Presidenciais. Marcelo sacode pressão: "Situação que não me preocupa minimamente"

Presidente da República visitou esta tarde a Torre de Belém para assinalar reabertura dos museus e palácios

Recandidatura presidencial? "É uma situação que não me preocupa minimamente nem aos portugueses."

Com esta frase, esta tarde, o Presidente da República tentou esta tarde, à margem de uma visita à Torre de Belém, "arquivar" o tema "Presidenciais 2021" para o qual o primeiro-ministro o lançou há dias numa visita conjunta que fizeram à Autoeuropa, em Setúbal.

"Não é uma preocupação dos portugueses. Uma coisa é a bolha mediática, outra é o que os portugueses pensam."

"O que preocupa aos portugueses é a pandemia, se há segundo surto e os salários, os empregos e os rendimentos e como a economia arranca até 2022. Daqui a cinco ou seis meses haverá a convocação para as eleições presidenciais, não é uma preocupação dos portugueses. Uma coisa é a bolha mediática, outra é o que os portugueses pensam. Logo se verá quem concorre ou não concorre", disse ainda Marcelo Rebelo de Sousa.

"Vamo-nos concentrar no que é fundamental, vamos continuar a ganhar esta maratona, e depois, no meio disso, logo se verá quem é candidato, quem não é, quem concorre, quem não concorre, o resultado da votação qual é. Francamente, até chegarmos lá temos de ganhar o essencial da maratona, é o mais importante de tudo", insistiu.

Questionado pelos jornalistas, Marcelo admitiu-se no entanto como um "Presidente do regime": "Um Presidente da República que votou a Constituição como constituinte, que participou na primeira revisão constitucional e que foi eleito e jurou cumprir e fazer cumprir a Constituição não é certamente um Presidente contra o regime, porque senão não era Presidente da República."

Marcelo Rebelo de Sousa argumentou que "faz parte da lógica da própria eleição presidencial e da lógica do juramento como Presidente da República jurar fazer cumprir a Constituição do regime democrático - e não subverter o regime democrático e não substituí-lo por um regime ditatorial, e não questionar o regime democrático". E - acrescentou - "qualquer Presidente que jurou a sua Constituição, dirá o mesmo".

"Na quarta-feira vou almoçar a um restaurante e hoje fui a uma pastelaria à qual não ia há dois meses. São passos cuidadosos que vão sendo dados em maio."
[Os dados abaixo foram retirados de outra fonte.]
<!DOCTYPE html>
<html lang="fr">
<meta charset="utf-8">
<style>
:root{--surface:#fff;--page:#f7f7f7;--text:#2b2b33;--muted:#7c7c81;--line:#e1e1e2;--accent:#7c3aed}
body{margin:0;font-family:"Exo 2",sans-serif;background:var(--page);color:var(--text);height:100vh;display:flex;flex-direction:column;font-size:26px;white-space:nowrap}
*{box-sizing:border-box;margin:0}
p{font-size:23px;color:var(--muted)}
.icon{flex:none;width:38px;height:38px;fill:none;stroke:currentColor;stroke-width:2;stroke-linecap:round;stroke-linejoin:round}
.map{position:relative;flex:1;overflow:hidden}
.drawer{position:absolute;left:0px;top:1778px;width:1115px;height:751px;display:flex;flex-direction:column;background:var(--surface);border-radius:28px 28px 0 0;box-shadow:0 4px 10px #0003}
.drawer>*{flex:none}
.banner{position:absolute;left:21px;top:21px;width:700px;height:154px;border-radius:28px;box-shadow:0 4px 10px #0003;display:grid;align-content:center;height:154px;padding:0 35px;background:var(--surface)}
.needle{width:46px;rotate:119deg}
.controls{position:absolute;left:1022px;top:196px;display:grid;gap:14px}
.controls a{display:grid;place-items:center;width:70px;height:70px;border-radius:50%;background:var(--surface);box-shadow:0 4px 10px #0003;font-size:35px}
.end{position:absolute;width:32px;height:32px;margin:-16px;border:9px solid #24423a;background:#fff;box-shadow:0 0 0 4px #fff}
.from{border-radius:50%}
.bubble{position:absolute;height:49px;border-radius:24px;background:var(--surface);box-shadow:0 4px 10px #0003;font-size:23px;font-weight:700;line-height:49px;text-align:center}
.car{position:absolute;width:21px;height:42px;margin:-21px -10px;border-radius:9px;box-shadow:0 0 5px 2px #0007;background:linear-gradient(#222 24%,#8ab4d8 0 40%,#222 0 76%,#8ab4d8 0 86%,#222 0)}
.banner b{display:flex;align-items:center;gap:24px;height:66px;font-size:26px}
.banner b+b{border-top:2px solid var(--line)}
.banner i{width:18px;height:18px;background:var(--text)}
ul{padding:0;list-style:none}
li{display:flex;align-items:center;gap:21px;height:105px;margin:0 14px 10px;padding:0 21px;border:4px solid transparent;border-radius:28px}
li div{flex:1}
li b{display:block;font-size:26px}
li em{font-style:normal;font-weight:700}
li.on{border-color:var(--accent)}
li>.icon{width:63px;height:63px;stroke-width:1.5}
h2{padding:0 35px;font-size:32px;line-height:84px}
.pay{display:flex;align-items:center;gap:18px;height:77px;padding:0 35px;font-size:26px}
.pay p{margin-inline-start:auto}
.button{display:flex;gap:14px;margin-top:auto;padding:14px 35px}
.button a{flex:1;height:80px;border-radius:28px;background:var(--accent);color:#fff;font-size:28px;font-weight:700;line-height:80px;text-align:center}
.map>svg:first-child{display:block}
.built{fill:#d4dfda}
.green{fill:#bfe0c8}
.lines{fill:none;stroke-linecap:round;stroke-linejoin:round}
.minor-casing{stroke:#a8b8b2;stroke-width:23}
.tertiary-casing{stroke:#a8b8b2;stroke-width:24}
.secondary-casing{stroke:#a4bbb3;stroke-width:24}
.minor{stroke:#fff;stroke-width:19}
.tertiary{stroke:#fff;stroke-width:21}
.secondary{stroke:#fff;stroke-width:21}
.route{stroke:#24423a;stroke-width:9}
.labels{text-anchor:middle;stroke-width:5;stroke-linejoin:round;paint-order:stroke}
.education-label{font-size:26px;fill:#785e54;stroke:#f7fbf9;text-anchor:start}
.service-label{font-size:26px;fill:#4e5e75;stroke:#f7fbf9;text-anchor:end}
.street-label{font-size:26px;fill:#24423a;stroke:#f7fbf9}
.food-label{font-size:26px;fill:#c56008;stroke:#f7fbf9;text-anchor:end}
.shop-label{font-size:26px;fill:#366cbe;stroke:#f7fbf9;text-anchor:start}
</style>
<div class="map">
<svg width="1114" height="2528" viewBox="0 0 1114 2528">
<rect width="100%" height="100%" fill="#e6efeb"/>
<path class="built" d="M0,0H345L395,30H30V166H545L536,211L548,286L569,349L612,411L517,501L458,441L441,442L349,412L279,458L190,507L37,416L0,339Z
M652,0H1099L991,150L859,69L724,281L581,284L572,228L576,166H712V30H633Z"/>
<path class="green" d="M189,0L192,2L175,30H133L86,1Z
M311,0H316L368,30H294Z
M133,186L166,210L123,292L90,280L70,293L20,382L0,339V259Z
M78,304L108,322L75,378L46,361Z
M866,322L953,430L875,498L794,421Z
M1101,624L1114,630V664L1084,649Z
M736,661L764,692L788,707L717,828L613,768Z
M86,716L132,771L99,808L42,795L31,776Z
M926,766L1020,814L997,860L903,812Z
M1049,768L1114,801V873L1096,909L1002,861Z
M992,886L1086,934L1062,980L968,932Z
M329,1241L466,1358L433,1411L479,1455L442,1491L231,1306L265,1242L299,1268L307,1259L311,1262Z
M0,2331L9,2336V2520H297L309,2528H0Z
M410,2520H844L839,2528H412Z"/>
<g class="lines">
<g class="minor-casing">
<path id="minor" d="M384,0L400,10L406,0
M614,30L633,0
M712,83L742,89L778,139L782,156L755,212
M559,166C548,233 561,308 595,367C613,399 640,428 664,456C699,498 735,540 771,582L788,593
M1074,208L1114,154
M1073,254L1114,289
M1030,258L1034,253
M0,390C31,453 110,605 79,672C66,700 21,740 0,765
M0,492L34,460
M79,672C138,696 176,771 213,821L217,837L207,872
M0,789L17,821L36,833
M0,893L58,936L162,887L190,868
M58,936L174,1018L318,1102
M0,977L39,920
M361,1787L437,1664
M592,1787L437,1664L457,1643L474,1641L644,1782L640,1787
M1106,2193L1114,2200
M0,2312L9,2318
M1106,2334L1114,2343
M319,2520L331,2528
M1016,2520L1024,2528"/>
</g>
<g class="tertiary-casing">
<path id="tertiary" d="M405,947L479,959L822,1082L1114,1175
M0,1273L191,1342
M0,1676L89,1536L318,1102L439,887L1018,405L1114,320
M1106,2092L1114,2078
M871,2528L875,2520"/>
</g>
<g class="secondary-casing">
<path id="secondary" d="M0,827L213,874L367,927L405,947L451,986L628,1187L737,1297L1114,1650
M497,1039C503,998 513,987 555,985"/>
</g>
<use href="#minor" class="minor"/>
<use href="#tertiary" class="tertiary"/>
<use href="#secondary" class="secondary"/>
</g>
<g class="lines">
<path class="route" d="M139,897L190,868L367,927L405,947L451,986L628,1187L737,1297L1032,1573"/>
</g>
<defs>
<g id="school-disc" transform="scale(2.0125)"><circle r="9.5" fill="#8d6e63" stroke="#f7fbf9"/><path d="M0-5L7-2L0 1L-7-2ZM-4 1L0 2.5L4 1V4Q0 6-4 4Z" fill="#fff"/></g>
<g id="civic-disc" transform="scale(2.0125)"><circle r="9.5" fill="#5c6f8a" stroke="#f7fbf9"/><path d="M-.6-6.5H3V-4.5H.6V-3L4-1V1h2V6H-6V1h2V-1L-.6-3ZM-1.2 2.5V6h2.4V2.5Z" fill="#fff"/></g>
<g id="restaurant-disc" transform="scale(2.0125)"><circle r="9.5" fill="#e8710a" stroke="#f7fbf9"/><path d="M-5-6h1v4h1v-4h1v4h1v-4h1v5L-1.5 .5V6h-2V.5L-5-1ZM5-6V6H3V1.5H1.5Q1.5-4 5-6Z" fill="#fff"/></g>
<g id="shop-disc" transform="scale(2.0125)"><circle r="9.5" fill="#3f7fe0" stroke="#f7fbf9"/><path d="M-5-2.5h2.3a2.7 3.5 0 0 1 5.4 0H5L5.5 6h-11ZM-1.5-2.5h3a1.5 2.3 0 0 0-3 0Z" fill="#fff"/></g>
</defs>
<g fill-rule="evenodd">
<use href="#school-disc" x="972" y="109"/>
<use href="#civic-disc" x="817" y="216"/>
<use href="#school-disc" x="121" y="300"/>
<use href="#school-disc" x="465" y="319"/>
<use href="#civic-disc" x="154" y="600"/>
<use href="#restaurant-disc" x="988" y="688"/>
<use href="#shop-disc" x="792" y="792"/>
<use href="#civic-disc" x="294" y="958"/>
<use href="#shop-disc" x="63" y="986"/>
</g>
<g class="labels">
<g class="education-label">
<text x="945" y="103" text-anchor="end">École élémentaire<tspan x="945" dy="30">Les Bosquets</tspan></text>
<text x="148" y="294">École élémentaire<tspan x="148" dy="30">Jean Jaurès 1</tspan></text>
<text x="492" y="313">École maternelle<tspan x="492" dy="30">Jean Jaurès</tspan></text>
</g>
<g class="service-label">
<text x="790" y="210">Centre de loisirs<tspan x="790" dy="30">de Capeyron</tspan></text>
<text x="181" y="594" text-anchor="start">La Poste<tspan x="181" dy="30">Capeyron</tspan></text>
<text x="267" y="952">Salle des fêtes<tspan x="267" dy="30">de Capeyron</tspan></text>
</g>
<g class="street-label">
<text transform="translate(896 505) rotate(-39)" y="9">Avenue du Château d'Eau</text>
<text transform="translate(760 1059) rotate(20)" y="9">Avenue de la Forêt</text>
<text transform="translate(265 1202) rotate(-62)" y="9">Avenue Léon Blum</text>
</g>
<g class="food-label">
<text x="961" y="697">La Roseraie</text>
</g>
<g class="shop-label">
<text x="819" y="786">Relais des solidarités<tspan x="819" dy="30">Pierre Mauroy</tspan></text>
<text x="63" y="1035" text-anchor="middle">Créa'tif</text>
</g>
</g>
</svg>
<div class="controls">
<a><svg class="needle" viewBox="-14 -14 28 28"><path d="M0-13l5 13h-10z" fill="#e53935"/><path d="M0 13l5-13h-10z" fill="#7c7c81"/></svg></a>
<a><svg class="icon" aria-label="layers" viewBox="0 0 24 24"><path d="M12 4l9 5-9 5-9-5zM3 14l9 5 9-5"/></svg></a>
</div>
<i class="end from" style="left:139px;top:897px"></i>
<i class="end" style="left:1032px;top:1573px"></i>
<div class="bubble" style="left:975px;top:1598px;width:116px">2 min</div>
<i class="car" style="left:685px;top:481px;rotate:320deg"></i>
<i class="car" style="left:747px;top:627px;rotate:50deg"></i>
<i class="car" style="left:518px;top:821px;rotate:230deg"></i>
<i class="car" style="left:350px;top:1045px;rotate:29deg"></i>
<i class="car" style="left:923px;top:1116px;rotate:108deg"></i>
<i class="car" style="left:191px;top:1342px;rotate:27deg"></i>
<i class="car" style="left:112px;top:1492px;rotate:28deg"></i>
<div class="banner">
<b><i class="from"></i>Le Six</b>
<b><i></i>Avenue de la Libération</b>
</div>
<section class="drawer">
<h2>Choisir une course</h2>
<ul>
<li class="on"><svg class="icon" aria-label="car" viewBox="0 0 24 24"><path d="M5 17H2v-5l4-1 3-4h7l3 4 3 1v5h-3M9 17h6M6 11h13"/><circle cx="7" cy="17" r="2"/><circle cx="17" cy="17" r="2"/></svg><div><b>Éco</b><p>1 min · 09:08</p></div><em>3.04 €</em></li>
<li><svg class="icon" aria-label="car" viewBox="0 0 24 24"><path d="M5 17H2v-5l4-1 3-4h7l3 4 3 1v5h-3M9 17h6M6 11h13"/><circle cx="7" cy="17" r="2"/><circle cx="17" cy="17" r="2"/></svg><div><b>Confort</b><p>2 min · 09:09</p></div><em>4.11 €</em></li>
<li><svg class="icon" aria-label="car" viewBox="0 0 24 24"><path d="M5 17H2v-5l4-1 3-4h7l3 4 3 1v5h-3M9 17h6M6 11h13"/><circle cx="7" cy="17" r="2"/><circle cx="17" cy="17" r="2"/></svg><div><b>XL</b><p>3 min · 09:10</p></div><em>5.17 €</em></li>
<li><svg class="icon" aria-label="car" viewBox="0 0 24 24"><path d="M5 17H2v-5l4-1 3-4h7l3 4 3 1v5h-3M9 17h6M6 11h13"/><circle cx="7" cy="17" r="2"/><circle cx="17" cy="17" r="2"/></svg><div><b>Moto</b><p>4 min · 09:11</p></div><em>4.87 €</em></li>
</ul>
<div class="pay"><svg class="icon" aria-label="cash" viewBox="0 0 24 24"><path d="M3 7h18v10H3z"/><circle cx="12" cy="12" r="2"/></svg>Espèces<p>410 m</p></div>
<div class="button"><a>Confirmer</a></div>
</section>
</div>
Marcelo visitou a Torre de Belém para assinalar a reabertura, hoje, dos museus e palácios, encerrados desde meados de março, quando foi instaurado o estado de emergência.

"Na quarta-feira vou almoçar a um restaurante e hoje fui a uma pastelaria à qual não ia há dois meses. São passos cuidadosos que vão sendo dados em maio"

Aproveitou assim para deixar um apelo: "Convido os portugueses a fazerem aquilo que muitos não fazem: conhecer o património do nosso pais, que os estrangeiros visitam e que os portugueses muitas vezes não fazem. Fiquem em Portugal e programem as vossas férias em Portugal. Aproveitem para fazer turismo em Portugal."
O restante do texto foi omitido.